◆ THE RECORDS ◆
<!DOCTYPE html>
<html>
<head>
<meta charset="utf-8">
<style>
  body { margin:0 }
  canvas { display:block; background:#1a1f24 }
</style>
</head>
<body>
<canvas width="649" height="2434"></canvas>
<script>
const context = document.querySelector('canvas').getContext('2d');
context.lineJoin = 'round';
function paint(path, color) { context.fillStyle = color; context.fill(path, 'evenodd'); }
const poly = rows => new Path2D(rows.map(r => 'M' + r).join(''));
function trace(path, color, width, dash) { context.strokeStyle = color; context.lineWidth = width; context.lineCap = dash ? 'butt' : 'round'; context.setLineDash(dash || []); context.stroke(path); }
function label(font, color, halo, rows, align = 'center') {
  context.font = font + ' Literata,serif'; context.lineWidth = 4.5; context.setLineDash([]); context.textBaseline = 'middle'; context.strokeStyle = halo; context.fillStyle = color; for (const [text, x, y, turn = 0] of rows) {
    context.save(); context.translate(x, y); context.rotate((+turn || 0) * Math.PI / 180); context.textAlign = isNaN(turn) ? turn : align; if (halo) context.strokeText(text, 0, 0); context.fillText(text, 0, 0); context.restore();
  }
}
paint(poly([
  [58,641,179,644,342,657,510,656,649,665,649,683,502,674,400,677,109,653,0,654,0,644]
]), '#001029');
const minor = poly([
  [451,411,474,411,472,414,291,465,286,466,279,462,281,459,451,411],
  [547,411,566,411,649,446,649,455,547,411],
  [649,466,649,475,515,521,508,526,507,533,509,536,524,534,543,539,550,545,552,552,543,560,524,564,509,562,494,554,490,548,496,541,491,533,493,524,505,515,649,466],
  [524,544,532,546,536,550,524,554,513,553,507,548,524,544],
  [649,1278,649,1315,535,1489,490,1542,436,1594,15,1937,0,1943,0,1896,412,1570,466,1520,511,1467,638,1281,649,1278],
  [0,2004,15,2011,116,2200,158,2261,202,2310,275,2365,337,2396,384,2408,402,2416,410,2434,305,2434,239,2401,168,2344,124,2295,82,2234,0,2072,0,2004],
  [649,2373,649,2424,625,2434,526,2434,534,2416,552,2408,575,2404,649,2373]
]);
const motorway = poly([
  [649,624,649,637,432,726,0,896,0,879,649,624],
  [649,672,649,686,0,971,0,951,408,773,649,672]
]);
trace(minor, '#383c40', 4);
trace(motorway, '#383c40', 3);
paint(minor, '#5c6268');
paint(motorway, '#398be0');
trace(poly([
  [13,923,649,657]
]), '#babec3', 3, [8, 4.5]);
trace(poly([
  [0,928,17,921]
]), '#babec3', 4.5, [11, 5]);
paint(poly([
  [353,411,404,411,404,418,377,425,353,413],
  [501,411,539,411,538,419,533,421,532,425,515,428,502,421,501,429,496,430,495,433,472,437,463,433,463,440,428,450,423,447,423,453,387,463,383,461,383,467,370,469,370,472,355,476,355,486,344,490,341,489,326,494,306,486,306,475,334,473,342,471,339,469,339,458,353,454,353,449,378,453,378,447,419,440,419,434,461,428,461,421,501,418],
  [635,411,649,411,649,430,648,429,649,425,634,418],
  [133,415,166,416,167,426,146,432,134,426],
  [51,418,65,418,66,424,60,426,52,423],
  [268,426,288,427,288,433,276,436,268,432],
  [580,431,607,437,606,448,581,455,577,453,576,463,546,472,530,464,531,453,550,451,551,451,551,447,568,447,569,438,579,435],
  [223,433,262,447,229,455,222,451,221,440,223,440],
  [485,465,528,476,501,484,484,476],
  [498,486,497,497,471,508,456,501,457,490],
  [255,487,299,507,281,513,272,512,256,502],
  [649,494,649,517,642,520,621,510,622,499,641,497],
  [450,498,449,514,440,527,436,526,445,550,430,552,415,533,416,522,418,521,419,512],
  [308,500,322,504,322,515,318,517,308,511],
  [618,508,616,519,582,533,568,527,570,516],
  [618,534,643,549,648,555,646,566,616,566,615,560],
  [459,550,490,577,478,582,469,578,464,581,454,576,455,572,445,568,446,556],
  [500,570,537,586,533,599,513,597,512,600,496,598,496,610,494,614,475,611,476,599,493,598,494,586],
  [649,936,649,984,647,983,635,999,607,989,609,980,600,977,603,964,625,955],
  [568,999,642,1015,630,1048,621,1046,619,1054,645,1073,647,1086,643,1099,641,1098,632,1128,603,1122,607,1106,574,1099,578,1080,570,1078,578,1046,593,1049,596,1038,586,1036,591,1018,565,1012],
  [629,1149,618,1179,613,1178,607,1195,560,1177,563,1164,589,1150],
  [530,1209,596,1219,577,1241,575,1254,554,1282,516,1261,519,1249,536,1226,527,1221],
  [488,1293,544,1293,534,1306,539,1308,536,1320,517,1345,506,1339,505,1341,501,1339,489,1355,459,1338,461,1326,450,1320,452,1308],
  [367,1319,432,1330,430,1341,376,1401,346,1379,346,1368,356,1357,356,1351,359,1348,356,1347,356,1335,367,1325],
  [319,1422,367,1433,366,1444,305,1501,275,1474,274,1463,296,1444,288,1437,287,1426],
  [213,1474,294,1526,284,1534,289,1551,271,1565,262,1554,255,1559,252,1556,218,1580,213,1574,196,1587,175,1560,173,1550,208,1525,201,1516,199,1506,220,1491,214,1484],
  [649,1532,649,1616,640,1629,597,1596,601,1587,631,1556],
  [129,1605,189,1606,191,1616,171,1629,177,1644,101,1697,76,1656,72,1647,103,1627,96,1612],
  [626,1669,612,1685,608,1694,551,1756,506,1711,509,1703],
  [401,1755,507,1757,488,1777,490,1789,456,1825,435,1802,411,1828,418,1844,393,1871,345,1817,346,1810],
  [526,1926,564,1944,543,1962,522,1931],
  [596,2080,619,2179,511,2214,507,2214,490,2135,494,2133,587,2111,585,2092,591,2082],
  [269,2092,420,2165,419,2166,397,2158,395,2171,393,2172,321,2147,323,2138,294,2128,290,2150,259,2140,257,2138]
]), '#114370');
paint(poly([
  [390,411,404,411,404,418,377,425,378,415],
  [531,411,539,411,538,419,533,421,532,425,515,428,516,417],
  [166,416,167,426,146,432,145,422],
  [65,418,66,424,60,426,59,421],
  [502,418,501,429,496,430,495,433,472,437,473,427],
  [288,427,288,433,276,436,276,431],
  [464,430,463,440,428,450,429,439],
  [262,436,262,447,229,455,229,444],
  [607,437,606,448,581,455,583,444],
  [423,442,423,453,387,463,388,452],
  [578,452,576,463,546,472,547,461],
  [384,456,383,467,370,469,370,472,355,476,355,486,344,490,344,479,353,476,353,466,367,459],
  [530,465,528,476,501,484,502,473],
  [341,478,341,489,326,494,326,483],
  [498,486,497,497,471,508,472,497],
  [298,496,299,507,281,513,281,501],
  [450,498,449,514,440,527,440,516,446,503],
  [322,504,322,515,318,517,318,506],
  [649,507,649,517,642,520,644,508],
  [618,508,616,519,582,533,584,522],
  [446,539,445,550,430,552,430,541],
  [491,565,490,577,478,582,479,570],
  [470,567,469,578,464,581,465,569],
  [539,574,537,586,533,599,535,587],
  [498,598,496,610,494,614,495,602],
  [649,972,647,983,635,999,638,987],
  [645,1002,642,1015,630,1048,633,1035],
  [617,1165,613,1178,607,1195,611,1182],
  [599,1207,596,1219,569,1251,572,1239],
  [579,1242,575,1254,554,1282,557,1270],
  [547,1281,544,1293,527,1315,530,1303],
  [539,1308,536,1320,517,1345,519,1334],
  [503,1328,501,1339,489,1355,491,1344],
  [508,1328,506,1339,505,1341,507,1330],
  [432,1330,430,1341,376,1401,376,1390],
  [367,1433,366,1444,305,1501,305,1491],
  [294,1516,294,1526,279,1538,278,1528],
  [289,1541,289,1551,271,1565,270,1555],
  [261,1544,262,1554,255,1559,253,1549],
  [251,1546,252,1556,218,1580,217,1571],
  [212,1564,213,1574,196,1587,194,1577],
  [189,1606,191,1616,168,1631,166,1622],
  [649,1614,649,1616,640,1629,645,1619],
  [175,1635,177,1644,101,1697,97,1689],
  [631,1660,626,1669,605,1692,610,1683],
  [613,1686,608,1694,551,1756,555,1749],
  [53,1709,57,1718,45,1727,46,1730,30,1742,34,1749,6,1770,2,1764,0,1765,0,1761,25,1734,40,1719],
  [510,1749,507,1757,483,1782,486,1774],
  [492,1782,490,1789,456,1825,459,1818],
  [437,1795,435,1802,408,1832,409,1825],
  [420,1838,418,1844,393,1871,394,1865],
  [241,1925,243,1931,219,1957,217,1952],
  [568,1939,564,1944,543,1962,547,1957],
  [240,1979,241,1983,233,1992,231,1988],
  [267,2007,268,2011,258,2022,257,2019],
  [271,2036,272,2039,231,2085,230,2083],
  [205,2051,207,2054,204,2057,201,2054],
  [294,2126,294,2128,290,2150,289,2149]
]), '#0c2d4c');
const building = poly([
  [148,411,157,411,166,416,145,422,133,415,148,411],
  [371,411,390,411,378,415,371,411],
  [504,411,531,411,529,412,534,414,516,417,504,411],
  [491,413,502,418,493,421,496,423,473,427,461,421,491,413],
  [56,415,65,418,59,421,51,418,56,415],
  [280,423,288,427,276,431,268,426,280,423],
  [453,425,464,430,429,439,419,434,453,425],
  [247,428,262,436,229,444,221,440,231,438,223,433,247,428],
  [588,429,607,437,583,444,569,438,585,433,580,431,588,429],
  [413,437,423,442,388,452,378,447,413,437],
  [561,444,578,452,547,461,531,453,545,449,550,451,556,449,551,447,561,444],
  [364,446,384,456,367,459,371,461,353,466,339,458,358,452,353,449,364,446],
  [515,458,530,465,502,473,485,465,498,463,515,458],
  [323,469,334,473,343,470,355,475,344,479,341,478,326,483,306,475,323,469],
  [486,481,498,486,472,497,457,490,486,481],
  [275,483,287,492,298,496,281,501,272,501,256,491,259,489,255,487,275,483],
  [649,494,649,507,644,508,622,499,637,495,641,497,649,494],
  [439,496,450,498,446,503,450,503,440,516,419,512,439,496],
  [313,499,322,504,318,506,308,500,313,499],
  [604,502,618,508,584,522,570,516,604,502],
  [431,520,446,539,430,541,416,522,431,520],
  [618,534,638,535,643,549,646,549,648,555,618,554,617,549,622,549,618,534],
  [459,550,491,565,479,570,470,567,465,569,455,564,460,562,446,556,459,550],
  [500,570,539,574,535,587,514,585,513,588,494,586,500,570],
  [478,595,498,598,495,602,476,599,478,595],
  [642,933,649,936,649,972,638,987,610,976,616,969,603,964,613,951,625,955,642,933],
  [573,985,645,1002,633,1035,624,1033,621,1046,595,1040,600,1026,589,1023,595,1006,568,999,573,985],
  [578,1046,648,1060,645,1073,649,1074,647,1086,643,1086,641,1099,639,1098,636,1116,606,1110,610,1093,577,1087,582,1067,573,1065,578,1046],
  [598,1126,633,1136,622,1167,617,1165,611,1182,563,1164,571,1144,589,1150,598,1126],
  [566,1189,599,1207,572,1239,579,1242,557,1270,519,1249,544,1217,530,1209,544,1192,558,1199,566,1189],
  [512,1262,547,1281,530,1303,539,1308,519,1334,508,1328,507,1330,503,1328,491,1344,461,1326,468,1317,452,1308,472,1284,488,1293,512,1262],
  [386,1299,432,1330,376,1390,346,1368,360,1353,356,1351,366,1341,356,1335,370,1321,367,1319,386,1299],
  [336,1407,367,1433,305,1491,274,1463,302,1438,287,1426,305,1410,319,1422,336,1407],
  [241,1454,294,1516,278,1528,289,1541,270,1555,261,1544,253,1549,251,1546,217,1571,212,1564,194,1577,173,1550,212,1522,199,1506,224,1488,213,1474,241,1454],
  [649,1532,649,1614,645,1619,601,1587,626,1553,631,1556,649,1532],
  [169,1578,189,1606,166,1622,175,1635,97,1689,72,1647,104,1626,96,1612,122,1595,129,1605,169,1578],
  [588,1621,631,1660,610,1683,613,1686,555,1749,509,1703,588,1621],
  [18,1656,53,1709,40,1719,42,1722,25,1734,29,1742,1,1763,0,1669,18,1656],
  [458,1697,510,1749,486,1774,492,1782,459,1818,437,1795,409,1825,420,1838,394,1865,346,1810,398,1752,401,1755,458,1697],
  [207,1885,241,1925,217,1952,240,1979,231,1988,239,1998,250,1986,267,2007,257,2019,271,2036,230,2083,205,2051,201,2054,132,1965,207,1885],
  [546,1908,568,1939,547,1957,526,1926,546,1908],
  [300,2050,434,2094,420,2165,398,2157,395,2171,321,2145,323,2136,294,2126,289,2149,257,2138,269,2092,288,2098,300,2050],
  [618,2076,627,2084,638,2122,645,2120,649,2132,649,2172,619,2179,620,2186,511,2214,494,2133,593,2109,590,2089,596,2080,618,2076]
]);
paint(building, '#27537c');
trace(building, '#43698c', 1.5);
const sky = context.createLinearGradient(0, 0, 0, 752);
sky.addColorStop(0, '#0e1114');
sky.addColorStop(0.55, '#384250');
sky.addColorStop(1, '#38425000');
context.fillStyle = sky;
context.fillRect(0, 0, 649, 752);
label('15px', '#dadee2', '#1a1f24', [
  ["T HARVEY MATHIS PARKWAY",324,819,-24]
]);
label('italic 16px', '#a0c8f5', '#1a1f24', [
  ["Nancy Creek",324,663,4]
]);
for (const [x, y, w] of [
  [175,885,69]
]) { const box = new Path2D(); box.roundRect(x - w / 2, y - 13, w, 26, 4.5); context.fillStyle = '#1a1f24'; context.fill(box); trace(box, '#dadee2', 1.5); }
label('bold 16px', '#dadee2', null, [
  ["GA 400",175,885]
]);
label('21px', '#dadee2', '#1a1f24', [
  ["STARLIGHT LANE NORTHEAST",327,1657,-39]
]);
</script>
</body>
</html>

◆ PROBLEM TO WORK ON ◆
Copy, from the data above, every line where the word "function" appears.

◆ EXERCISE RESULT ◆
function paint(path, color) { context.fillStyle = color; context.fill(path, 'evenodd'); }
function trace(path, color, width, dash) { context.strokeStyle = color; context.lineWidth = width; context.lineCap = dash ? 'butt' : 'round'; context.setLineDash(dash || []); context.stroke(path); }
function label(font, color, halo, rows, align = 'center') {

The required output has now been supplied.